McConnell T S, Cech T R
Howard Hughes Medical Institute, Department of Chemistry and Biochemistry, University of Colorado, Boulder 80309-0215.
Biochemistry. 1995 Mar 28;34(12):4056-67. doi: 10.1021/bi00012a024.
The ribozyme derived from the group I intron of Tetrahymena thermophila binds an exogenous guanosine nucleotide, which acts as the nucleophile in the sequence-specific cleavage of oligonucleotides. By examining the temperature dependence of the reaction under conditions where Km = Kd, we conclude the following: (1) Guanosine 5'-monophosphate (pG) binds to the closed ribozyme-oligonucleotide substrate complex with a positive entropy change (delta S degree' = +23 eu) and an enthalpy change (delta H degree') close to zero. This is contrary to the expectation that binding would cause increased order (negative delta S degree) and be driven by a negative delta H degree. (2) Inosine and 2-aminopurine riboside, each lacking two hydrogen-bonding moieties relative to guanosine, also bind with a positive entropy value and an unfavorable (positive) delta H degree'. From this result, we suggest that the hydrogen-bonding moieties make an enthalpic contribution to guanosine binding overcoming an intrinsic unfavorable delta H. (3) At 0 degree C, there is equally tight binding of pG in the presence and absence of oligonucleotide substrate bound to the ribozyme. Thus, energetic interactions responsible for the thermodynamic coupling between pG and oligonucleotide substrate binding seen at higher temperatures are indirect. (4) The activation barrier of the chemical step is stabilized by a positive delta S++ (+31 to 39 eu). This stabilization is seen in four reactions using substrates with two different leaving groups in the presence and absence of pG, suggesting that the entropic contribution is inherent to the active site. The positive delta S values for the chemical step and for the binding of pG can be explained by a conformational change or release of water. Thus, although hydrogen bonding contributes to binding of nucleotides to this RNA enzyme as previously thought, it is these other events which produce a positive delta S that provide the energetic driving force for binding.

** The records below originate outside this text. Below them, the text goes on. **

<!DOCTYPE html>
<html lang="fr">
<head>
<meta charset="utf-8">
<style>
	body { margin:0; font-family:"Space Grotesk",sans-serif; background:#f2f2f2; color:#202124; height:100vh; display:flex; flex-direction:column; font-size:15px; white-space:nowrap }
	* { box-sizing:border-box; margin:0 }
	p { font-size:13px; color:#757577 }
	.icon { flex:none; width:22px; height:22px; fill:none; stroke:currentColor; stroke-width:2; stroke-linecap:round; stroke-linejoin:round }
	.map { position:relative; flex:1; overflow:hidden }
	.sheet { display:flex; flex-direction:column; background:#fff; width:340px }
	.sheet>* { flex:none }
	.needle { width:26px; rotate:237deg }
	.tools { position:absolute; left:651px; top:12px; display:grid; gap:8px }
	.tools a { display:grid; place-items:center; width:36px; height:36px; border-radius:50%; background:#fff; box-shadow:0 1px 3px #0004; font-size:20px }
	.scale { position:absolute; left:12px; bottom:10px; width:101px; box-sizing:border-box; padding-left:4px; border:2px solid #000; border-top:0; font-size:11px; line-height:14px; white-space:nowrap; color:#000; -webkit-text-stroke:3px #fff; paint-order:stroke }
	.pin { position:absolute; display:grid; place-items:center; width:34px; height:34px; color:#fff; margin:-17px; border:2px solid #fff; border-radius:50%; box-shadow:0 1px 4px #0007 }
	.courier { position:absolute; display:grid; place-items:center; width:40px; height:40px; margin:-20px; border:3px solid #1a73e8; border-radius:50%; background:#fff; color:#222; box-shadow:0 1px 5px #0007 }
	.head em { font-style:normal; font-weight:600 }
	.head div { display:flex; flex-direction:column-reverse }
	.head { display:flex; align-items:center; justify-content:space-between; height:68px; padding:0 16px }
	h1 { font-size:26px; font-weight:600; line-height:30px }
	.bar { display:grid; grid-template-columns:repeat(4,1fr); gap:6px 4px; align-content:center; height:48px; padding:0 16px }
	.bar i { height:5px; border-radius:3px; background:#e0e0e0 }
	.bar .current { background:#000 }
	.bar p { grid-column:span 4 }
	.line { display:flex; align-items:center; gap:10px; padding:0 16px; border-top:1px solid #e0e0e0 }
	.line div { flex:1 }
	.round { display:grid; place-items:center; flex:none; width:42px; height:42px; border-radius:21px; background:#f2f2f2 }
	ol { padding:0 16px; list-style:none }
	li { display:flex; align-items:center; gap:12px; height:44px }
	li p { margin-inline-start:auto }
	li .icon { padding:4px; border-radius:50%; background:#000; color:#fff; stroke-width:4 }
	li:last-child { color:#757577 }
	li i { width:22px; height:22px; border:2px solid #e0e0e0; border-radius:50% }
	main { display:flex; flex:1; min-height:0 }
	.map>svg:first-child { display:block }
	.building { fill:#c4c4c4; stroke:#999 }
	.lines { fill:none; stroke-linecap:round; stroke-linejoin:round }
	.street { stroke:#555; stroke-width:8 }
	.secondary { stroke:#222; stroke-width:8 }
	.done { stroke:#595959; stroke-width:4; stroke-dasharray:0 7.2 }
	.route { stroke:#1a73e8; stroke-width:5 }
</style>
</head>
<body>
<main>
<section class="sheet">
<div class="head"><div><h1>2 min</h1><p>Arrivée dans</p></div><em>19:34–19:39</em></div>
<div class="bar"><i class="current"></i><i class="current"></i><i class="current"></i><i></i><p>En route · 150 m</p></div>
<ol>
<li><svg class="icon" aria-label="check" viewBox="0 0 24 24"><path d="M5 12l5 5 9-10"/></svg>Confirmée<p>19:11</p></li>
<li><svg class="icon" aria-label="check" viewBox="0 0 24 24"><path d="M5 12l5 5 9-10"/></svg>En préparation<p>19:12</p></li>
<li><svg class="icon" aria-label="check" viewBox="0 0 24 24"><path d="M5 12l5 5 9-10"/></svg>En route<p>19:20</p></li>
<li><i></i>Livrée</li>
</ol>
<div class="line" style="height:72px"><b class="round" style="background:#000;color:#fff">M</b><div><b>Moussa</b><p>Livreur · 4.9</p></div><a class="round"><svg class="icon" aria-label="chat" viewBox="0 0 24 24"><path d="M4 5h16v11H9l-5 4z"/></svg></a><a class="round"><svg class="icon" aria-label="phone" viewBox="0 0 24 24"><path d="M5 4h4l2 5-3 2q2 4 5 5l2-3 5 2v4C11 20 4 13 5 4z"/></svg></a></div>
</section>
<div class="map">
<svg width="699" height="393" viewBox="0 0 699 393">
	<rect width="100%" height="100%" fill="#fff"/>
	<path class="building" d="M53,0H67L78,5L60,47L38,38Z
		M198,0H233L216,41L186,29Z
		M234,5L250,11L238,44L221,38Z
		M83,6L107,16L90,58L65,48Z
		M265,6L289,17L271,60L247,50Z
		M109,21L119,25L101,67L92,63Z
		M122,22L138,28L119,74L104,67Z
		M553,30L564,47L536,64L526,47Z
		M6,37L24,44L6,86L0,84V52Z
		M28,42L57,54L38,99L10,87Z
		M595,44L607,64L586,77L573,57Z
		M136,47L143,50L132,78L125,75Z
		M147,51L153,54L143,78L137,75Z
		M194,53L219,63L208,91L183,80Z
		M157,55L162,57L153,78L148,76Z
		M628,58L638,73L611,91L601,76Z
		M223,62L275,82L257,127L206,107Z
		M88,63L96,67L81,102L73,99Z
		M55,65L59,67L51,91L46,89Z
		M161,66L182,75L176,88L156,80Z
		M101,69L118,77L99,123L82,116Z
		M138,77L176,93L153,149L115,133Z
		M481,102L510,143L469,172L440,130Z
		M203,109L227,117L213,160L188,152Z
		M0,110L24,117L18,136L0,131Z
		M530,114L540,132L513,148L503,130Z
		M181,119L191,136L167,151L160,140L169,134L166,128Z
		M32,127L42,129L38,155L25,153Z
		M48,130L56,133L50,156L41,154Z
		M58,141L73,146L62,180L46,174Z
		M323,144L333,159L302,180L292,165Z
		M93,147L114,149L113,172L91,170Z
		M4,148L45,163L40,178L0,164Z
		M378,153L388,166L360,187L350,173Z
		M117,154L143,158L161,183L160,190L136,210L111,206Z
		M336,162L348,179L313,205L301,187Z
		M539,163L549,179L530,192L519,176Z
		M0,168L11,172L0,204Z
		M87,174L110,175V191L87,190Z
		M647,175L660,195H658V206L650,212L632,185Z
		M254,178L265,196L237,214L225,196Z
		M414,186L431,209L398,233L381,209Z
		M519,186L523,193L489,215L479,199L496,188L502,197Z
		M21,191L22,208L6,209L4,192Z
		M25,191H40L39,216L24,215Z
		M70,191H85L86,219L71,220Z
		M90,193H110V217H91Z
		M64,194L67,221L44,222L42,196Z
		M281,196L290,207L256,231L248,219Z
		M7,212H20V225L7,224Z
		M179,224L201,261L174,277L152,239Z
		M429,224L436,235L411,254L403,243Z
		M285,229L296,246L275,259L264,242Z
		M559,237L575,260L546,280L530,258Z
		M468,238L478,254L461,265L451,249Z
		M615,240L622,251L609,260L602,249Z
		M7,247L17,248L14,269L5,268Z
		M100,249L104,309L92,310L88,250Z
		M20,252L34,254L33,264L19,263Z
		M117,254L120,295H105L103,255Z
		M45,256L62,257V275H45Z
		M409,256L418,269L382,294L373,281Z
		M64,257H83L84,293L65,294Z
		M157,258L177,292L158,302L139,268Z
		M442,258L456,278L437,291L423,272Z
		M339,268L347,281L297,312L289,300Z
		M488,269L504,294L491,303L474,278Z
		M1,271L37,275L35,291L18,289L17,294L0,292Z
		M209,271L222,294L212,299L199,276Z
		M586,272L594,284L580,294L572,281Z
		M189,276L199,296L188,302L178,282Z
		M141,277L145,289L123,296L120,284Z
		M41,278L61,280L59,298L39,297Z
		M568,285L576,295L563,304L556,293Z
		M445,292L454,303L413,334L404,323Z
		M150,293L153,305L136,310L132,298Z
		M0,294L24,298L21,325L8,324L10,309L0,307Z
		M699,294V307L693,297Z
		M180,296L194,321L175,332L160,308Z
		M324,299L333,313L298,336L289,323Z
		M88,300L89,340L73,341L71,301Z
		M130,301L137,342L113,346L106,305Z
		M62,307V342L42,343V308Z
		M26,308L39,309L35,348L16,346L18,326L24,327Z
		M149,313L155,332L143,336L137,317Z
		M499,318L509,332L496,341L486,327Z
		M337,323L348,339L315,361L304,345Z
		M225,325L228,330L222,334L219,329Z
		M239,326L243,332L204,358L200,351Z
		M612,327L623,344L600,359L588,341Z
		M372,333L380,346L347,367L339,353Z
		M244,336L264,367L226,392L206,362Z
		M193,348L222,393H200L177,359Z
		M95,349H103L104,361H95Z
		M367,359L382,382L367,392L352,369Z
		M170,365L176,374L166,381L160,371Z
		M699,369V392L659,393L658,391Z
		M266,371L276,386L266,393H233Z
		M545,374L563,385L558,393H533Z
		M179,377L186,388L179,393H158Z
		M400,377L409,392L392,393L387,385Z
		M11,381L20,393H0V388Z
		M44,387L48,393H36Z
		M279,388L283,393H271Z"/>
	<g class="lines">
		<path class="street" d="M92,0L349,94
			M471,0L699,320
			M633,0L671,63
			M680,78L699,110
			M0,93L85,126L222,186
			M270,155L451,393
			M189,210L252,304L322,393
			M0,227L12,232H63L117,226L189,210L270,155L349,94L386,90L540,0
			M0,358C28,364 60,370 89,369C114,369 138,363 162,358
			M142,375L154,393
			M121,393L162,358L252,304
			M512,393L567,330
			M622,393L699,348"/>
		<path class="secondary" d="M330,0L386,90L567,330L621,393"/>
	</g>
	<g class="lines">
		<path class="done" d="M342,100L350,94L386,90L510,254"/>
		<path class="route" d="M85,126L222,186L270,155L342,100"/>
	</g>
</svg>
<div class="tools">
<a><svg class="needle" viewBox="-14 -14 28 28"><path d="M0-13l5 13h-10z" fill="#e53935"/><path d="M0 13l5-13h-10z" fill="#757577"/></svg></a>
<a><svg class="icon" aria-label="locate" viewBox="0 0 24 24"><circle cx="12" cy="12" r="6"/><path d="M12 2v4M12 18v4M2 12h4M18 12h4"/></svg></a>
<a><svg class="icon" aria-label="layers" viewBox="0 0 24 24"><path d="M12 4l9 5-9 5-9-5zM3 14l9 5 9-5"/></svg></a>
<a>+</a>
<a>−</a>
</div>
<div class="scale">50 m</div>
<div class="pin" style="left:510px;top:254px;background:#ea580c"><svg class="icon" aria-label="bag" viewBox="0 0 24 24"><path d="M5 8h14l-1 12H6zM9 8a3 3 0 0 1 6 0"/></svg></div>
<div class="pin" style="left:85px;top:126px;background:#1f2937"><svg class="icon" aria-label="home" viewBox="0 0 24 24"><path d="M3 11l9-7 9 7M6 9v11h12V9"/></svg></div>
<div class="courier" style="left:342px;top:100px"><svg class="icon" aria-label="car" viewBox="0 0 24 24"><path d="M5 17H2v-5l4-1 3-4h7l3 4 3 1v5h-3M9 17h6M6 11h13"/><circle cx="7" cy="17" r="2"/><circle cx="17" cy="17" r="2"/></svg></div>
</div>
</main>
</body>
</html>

源自嗜热四膜虫I组内含子的核酶结合一种外源性鸟苷酸,该鸟苷酸在寡核苷酸的序列特异性切割中作为亲核试剂。通过在Km = Kd的条件下研究反应的温度依赖性,我们得出以下结论:(1)5'-鸟苷单磷酸(pG)以正熵变(ΔS°' = +23 eu)和接近零的焓变(ΔH°')结合到闭合的核酶 - 寡核苷酸底物复合物上。这与预期相反,即结合会导致有序性增加(负ΔS°)并由负ΔH°驱动。(2)相对于鸟苷各自缺少两个氢键部分的肌苷和2-氨基嘌呤核糖苷,也以正熵值和不利的(正的)ΔH°'结合。从这个结果,我们认为氢键部分对鸟苷结合有焓贡献,克服了内在的不利ΔH。(3)在0℃时,在存在和不存在与核酶结合的寡核苷酸底物的情况下,pG的结合同样紧密。因此,在较高温度下看到的pG与寡核苷酸底物结合之间的热力学偶联所涉及的能量相互作用是间接的。(4)化学步骤的活化能垒通过正ΔS++(+31至39 eu)而稳定。在使用具有两种不同离去基团的底物且存在和不存在pG的四个反应中都观察到这种稳定化,表明熵贡献是活性位点所固有的。化学步骤和pG结合的正ΔS值可以通过构象变化或水的释放来解释。因此,尽管如先前认为的那样氢键有助于核苷酸与这种RNA酶的结合,但正是这些产生正ΔS的其他事件为结合提供了能量驱动力。